A brief thrum of pins and needles shot through her hands at that, and Collier finally let go with the words, “Honesty is always appreciated, especially from a true gunslinger such as yourself. Three-hundred gelt and you can take your pick of any gun you see here.”

“That’s… More than I can afford,” Zefaris admitted with a heavy sigh, only for the store’s doorbell to ring mid-sentence.


“...More than I can afford,” Zelsys heard Zef say to an old lady behind the counter the moment she stepped into the store, having paid no mind to its display case. She felt the old woman’s wizened eyes upon her left arm.

“Is that a gaunt-cannon with a kinetic absorption arm harness?” the old woman questioned, an almost childish sense of wonder filling her voice despite having never even met Zel. She appreciated such friendliness, especially when it was from someone who likely knew more about her own weapon more than she did, but there was another matter.

“Sure it is,” she said, raising her arm to show the gun as she approached the counter - or rather, approached Zef, who just so happened to be right in front of the counter. She unceremoniously placed her hand around the markswoman’s shoulders as she held her gun out for Collier to inspect, whilst she herself questioned Zef in regards to what she had just heard her say.

“What’s this about more than you can afford?” Zel asked, only to realize that this store’s displayed stock was half mass-produced sparklocks and half bleeding-edge custom firearms. 

“Oh. Let me guess,” she guessed, turning a slightly wrathful eye to Collier. “Everything other than the mass-produced stuff is overpriced to hell and back.”

Zelsys was fully aware that anger at a gunsmith for charging high prices for custom work was irrational, but she couldn’t help it. Even still, she waited for Zef’s response before she decided to rein her irrational anger in or let it go. To the relief of one part of her mind and to the frustration of another, Zefaris cleared the impending misunderstanding with a simple, “It’s the opposite! Collier here offered to let me pick any gun she has on display for three-hundred gelt, but… I don’t have that much. I hate to do this, but could I borrow some money from you to cover the cost?”

She could almost see the inner conflict behind Zef’s eye - half of her was angry that she had stooped to asking to borrow money, from Zelsys no less, and the other half was consumed by fascination with these wonders of technology to such a degree that it overwhelmed the first half. 

A shake of her head and a look into the blonde’s eye. “No borrowing,” she smiled. “I’ll pay for it, you can make it up to me by making sure I don’t do anything stupid during our next contract. Maybe use your nice new gun to dome a beast that tries to sneak up on me. Deal?”

“Deal,” Zefaris smiled back.

“Oh, now ain’t that just precious,” Collier’s voice shattered the moment.

Still smiling, Zelsys took one of the pouches that hung from her belt and handed it over, remarking “That’s two-fifty…” 

She then reached for the other pouch to count out the remaining fifty gelt. Collier took the pouch, pulled it open, and gave a nod, somehow fitting the remaining coins into its already stretched-thin fabric before she closed it back up and stowed it away.

“Go on you two, take your time picking!” Collier encouraged. “It’s not like I’ve got any other customers at the moment.”

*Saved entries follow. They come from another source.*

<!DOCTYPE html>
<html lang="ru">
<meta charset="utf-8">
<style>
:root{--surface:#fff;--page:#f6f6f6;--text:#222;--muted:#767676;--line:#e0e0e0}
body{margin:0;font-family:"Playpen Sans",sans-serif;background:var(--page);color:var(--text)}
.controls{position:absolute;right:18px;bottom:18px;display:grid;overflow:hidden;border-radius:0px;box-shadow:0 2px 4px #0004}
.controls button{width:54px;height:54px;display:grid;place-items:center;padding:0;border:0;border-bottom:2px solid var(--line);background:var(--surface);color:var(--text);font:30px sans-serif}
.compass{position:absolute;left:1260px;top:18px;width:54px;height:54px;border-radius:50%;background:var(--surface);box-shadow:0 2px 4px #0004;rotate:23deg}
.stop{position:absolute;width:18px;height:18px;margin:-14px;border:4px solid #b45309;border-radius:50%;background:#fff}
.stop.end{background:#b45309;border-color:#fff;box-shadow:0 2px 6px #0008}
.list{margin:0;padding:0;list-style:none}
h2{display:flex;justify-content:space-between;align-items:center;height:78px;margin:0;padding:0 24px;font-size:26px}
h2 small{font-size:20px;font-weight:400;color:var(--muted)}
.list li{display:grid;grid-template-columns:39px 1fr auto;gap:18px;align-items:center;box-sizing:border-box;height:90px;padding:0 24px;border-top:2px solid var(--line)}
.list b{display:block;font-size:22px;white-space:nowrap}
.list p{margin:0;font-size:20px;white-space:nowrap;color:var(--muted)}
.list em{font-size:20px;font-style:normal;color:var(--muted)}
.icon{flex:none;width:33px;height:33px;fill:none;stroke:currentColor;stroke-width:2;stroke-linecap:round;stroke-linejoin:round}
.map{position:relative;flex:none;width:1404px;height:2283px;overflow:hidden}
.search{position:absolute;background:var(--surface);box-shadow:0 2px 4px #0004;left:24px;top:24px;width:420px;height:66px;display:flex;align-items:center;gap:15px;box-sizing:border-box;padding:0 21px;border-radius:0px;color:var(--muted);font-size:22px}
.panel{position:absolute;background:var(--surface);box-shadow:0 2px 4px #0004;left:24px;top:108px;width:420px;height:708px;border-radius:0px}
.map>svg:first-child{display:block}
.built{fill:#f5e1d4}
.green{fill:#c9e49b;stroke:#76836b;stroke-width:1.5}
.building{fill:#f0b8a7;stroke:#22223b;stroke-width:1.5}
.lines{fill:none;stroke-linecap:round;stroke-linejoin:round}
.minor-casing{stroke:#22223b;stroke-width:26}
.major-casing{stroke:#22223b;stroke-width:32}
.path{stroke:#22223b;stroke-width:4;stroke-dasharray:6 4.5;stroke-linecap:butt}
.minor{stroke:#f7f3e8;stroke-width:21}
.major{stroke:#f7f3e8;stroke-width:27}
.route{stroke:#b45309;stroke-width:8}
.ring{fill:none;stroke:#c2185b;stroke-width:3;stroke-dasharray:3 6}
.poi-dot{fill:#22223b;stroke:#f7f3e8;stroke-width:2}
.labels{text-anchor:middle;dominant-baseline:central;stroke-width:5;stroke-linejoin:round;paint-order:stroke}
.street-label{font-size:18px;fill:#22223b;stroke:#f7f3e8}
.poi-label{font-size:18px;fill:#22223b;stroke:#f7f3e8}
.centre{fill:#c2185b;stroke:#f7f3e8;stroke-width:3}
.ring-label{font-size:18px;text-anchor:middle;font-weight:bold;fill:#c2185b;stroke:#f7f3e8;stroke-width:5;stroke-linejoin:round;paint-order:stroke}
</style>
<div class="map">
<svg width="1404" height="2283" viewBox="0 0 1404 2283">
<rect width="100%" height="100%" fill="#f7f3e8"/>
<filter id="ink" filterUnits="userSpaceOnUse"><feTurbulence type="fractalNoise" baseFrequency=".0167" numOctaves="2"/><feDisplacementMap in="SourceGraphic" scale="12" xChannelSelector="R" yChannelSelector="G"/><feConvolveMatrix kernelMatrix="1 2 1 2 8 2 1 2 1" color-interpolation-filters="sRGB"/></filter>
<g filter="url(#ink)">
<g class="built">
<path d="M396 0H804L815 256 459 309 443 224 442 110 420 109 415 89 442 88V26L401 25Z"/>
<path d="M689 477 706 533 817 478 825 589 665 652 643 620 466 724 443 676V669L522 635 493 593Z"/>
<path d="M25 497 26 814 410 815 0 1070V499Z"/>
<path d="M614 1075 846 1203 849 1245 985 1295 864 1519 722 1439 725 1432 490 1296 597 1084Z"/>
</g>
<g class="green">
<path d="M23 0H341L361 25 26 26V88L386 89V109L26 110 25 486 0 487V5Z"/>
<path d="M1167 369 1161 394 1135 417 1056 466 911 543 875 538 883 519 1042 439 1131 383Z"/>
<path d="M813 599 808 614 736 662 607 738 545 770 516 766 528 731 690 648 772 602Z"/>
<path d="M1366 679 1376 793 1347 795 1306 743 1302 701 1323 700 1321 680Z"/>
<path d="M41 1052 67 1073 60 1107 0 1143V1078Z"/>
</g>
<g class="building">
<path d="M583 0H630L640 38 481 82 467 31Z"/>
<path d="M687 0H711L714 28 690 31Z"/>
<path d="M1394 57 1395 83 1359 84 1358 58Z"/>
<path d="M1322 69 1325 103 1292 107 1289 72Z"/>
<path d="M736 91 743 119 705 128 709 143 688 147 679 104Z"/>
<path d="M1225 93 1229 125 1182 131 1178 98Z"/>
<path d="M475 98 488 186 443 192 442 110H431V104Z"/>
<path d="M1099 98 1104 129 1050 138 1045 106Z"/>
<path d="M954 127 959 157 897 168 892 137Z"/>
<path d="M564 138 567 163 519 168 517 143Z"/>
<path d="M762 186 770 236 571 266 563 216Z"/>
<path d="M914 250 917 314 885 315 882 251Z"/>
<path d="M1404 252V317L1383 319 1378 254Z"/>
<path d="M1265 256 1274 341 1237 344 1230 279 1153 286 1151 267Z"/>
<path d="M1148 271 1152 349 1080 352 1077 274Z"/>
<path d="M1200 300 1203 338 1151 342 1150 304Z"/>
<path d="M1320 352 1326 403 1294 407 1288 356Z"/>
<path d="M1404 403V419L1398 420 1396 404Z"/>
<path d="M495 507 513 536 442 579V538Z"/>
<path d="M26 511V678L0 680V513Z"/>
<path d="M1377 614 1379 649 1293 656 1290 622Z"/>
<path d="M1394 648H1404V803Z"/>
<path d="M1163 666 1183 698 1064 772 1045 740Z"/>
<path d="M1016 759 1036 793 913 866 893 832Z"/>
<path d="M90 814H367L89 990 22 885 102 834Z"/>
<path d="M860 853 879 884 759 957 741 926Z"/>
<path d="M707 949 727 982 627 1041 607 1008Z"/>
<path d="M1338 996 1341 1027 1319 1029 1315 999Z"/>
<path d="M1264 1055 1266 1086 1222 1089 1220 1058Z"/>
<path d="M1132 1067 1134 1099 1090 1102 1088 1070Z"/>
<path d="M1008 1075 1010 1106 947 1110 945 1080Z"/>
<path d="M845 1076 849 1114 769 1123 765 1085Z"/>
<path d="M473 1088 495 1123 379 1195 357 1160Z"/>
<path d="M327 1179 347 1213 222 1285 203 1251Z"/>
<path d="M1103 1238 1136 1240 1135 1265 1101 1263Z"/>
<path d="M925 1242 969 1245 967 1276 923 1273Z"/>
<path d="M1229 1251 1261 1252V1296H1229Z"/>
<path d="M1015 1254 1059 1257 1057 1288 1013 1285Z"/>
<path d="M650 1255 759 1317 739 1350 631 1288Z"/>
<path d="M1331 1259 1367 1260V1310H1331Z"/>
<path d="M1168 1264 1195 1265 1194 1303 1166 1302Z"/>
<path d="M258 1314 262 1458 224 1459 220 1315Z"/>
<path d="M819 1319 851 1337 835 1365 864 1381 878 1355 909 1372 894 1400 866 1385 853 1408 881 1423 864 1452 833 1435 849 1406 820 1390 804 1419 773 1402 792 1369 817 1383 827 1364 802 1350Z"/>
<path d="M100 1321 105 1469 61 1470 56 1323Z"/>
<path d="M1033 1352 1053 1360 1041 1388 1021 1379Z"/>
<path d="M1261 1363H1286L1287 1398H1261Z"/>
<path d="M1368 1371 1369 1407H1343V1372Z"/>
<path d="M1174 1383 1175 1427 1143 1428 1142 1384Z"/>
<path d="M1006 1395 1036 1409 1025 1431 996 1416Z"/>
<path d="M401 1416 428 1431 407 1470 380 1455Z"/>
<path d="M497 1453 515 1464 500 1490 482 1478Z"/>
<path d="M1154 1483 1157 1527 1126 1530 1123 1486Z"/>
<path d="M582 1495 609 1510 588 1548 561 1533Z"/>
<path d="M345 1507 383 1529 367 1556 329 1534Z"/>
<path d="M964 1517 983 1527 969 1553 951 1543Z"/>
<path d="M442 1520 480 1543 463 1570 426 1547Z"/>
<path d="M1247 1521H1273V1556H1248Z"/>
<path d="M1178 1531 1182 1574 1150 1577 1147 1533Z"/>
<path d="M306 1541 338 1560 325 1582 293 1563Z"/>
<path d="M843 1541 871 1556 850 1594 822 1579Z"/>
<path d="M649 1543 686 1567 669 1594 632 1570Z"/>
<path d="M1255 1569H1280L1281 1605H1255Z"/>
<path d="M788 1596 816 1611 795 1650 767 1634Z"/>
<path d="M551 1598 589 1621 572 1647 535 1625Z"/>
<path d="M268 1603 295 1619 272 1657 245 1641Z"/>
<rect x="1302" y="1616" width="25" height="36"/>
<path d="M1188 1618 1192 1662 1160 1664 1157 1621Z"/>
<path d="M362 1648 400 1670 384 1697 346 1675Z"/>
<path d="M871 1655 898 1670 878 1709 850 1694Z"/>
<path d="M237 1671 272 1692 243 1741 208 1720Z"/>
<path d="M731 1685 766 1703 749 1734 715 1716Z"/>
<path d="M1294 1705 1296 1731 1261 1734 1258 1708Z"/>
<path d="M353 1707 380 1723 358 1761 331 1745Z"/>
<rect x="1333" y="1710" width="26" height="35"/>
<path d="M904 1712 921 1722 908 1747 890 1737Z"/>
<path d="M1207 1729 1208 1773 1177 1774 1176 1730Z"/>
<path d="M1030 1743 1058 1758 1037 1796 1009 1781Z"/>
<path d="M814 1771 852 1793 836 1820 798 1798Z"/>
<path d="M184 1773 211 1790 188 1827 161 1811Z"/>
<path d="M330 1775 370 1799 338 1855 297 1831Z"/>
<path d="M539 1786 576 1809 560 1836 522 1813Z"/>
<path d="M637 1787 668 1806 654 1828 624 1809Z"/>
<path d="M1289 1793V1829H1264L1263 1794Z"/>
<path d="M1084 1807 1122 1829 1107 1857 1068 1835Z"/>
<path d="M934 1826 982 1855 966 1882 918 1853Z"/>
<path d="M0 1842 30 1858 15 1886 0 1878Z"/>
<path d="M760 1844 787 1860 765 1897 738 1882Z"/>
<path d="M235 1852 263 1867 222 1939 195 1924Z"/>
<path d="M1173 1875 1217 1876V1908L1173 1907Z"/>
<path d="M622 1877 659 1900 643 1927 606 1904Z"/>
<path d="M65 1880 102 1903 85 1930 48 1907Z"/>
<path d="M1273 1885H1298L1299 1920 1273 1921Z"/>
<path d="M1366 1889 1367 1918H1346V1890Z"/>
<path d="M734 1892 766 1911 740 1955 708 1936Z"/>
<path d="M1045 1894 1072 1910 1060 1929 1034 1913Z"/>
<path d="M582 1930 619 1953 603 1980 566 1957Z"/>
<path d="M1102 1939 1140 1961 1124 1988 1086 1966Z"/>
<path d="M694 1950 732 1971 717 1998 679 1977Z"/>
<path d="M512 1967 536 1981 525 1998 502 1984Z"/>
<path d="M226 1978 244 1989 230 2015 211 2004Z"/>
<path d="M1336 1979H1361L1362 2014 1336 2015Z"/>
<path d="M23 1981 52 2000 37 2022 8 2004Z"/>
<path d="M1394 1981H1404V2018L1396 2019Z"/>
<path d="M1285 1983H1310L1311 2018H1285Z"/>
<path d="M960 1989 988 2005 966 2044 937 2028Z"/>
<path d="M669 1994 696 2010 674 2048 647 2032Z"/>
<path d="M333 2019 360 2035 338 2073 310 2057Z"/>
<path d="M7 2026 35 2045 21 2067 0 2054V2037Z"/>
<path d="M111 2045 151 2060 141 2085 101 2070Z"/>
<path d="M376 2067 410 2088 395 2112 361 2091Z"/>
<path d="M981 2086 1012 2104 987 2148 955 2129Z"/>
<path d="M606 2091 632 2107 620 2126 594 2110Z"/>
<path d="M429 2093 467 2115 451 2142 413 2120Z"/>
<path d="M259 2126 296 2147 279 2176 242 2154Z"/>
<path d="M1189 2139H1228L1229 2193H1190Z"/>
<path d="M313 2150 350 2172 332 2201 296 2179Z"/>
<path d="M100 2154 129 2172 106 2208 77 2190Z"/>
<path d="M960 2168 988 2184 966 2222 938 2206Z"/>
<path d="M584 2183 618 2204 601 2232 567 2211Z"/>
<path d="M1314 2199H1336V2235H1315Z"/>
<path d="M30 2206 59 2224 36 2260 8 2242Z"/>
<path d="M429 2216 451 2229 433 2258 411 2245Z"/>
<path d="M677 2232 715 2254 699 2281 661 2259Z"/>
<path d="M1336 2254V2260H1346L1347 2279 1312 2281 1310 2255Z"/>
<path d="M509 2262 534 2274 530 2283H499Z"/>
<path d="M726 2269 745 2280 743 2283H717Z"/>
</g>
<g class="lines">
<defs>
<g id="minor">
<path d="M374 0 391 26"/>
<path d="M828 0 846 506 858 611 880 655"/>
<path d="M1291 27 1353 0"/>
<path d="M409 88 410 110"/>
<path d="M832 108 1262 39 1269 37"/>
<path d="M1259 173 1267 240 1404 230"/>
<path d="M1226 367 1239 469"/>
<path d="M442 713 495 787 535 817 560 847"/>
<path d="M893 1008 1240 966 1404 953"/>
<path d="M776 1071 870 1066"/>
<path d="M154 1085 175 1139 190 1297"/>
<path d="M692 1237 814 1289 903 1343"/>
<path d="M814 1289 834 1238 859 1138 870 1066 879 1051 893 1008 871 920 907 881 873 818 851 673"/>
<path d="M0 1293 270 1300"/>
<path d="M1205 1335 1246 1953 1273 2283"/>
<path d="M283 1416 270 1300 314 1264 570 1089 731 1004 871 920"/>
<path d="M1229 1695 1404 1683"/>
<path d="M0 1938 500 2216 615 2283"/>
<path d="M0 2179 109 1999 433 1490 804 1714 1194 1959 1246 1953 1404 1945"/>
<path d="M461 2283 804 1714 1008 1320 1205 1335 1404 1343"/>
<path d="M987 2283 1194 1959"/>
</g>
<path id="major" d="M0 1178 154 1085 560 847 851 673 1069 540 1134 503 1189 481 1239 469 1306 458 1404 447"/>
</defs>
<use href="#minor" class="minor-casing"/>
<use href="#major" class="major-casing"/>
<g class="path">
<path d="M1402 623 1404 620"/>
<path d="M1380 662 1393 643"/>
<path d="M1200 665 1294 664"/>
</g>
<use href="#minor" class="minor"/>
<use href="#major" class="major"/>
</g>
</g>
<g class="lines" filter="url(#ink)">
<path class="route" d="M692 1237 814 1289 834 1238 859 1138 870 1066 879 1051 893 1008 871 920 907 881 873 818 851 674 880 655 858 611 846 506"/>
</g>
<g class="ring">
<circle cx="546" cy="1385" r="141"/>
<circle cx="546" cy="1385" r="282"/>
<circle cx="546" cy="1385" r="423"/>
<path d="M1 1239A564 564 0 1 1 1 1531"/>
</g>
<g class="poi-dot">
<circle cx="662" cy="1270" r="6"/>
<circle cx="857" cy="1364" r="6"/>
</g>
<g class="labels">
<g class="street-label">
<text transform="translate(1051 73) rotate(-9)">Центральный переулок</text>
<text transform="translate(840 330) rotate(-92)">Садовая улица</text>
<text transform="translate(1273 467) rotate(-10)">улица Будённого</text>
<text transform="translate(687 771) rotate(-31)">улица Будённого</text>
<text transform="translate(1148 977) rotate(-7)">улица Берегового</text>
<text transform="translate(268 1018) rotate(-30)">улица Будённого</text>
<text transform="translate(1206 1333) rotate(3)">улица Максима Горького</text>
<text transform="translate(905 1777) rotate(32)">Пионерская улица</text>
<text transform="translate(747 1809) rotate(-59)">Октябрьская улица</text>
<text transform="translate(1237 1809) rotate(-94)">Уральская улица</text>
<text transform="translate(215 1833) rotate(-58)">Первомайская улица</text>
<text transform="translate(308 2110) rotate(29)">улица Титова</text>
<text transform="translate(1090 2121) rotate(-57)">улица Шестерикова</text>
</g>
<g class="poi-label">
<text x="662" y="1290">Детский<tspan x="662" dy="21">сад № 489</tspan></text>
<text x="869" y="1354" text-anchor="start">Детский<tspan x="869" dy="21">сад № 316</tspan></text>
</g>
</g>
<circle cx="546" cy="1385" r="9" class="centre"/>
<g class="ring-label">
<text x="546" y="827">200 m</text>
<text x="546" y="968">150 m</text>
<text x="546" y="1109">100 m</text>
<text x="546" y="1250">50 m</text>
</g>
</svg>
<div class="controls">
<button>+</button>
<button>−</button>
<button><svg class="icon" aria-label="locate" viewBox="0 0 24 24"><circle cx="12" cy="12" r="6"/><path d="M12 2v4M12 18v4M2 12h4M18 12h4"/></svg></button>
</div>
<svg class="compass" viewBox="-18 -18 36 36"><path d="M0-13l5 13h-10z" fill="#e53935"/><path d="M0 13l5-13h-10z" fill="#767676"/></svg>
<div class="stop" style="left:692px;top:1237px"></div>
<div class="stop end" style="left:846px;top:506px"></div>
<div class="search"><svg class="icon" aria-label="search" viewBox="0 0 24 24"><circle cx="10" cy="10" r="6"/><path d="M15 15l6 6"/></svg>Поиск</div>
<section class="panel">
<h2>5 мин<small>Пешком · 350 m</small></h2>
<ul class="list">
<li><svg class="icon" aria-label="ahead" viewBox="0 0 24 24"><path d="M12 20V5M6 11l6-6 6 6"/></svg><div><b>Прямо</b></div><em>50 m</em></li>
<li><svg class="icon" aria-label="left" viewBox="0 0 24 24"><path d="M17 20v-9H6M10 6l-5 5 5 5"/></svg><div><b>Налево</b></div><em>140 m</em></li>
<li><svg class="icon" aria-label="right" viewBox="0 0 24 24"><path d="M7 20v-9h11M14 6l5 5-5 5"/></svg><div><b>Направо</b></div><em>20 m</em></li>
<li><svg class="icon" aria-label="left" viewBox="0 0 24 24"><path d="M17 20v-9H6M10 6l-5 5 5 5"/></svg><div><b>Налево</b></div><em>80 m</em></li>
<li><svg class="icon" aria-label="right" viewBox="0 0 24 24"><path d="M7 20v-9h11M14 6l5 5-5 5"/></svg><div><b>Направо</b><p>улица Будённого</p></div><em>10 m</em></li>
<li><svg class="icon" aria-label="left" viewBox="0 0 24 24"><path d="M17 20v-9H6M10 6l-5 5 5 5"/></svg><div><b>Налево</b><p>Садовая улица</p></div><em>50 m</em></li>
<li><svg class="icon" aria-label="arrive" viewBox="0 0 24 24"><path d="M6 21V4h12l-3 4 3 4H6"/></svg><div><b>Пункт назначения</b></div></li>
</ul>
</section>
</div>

Zel and Zef exchanged looks, and did just that. The former did it mostly to satisfy her own curiosity, whilst the latter allowed herself to descend into a stupor of childlike fascination. Collier had sparklocks, she had pepperboxes, she had a dozen varieties of that revolving-cylinder design, and she even had a few strange pistols that had long tubes under their barrels to hold special ammunition that was just a shaped lead projectile with a hollow base and a solid chunk of propellant filling said base.

Their trigger-guards were levers, which supposedly were to be worked to load the next piece of ammunition. How bizarre and impractical, truly. What if the tube got bent? The ammunition would get stuck at best, or explode at worst.

A solid twenty minutes later, Zel’s eyes were just about glazing over from the meticulous inlays and alchemical glyphs that so richly detailed every single unique piece, some covered entirely in gold and cold-iron inlays.